*Directions*: Some lines of these records may hold the word "labels"; state how many, using only the number.
Records shown section start
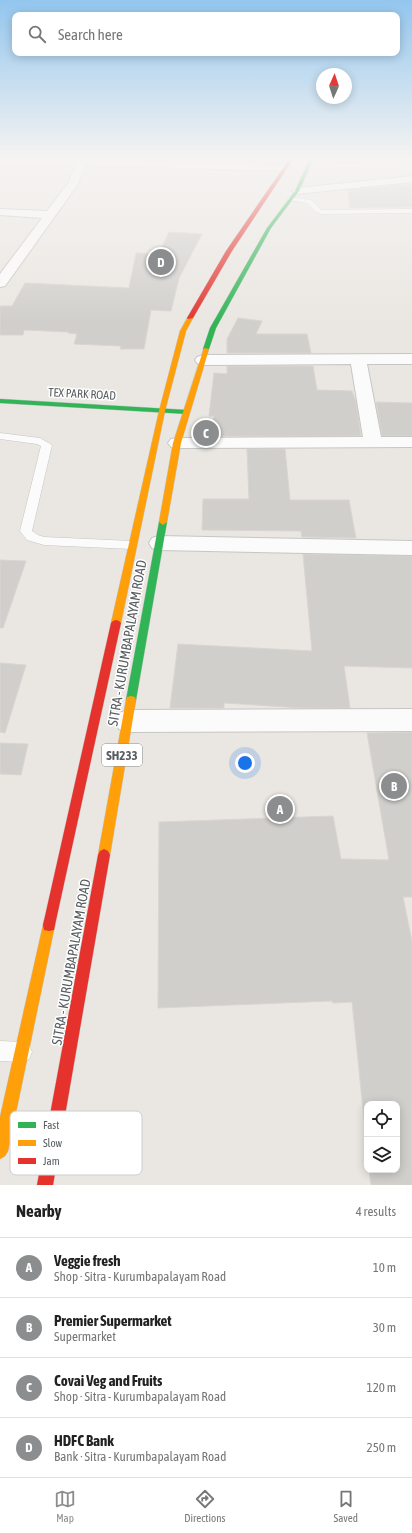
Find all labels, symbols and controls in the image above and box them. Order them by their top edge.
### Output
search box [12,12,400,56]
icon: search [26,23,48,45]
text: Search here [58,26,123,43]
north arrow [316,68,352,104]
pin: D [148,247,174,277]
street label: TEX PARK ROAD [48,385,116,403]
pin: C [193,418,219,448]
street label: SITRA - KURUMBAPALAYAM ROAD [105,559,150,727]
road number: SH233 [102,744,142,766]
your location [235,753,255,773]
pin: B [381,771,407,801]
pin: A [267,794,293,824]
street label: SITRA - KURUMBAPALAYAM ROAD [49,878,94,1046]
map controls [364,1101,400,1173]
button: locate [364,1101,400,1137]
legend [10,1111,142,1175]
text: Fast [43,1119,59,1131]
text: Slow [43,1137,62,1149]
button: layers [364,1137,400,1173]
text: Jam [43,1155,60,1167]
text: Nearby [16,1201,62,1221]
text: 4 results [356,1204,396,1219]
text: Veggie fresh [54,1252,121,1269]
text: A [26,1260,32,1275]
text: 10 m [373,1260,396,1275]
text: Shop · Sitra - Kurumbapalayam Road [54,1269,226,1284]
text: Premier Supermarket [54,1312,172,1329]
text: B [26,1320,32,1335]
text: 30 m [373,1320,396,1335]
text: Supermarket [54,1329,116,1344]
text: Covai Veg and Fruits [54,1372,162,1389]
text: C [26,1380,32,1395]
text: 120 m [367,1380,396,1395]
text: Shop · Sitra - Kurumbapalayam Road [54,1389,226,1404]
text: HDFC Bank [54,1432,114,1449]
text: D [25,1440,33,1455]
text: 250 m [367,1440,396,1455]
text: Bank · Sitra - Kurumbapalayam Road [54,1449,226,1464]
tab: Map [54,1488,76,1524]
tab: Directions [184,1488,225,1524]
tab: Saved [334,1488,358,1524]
Records shown section end
Records shown section start
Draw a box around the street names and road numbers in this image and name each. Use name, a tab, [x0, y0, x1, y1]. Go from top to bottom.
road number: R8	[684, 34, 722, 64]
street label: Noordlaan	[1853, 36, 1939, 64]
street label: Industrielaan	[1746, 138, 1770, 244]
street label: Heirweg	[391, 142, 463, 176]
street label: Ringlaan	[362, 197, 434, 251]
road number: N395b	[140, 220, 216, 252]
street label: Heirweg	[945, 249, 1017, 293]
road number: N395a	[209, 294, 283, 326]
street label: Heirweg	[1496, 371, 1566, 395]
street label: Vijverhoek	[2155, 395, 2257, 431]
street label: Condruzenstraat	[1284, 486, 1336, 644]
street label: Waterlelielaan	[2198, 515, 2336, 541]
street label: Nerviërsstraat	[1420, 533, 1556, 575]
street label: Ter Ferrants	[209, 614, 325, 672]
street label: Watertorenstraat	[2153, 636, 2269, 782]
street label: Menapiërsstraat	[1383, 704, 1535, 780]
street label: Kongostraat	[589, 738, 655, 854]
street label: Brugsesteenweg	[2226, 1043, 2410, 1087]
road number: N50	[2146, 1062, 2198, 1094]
Records shown section end
Records shown section start
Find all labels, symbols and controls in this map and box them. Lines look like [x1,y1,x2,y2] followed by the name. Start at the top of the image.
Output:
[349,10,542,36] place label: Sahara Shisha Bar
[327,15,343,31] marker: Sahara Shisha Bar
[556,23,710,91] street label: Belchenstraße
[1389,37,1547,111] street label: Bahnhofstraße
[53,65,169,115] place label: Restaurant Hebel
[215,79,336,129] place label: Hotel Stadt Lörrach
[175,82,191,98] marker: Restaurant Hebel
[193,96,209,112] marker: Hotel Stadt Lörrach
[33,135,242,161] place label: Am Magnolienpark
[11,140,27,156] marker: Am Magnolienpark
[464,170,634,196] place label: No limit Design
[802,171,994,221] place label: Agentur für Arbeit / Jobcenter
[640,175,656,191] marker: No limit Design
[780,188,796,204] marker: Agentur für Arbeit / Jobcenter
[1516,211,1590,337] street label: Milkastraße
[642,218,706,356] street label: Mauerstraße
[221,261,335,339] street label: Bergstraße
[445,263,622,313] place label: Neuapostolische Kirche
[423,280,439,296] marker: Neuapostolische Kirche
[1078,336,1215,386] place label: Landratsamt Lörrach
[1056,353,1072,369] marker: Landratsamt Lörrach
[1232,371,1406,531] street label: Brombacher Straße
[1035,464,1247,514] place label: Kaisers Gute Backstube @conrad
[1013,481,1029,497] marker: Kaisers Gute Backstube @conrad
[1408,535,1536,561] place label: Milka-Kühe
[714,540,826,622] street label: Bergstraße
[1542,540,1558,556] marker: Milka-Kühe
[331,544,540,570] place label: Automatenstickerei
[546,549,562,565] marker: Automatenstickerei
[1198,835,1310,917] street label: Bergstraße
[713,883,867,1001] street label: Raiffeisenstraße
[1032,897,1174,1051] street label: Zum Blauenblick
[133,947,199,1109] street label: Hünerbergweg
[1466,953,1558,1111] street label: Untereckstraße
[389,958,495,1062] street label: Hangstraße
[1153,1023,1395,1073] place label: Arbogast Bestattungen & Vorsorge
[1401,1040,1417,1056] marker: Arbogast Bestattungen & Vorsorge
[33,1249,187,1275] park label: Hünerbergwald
Records shown section end
*Written answer*: 2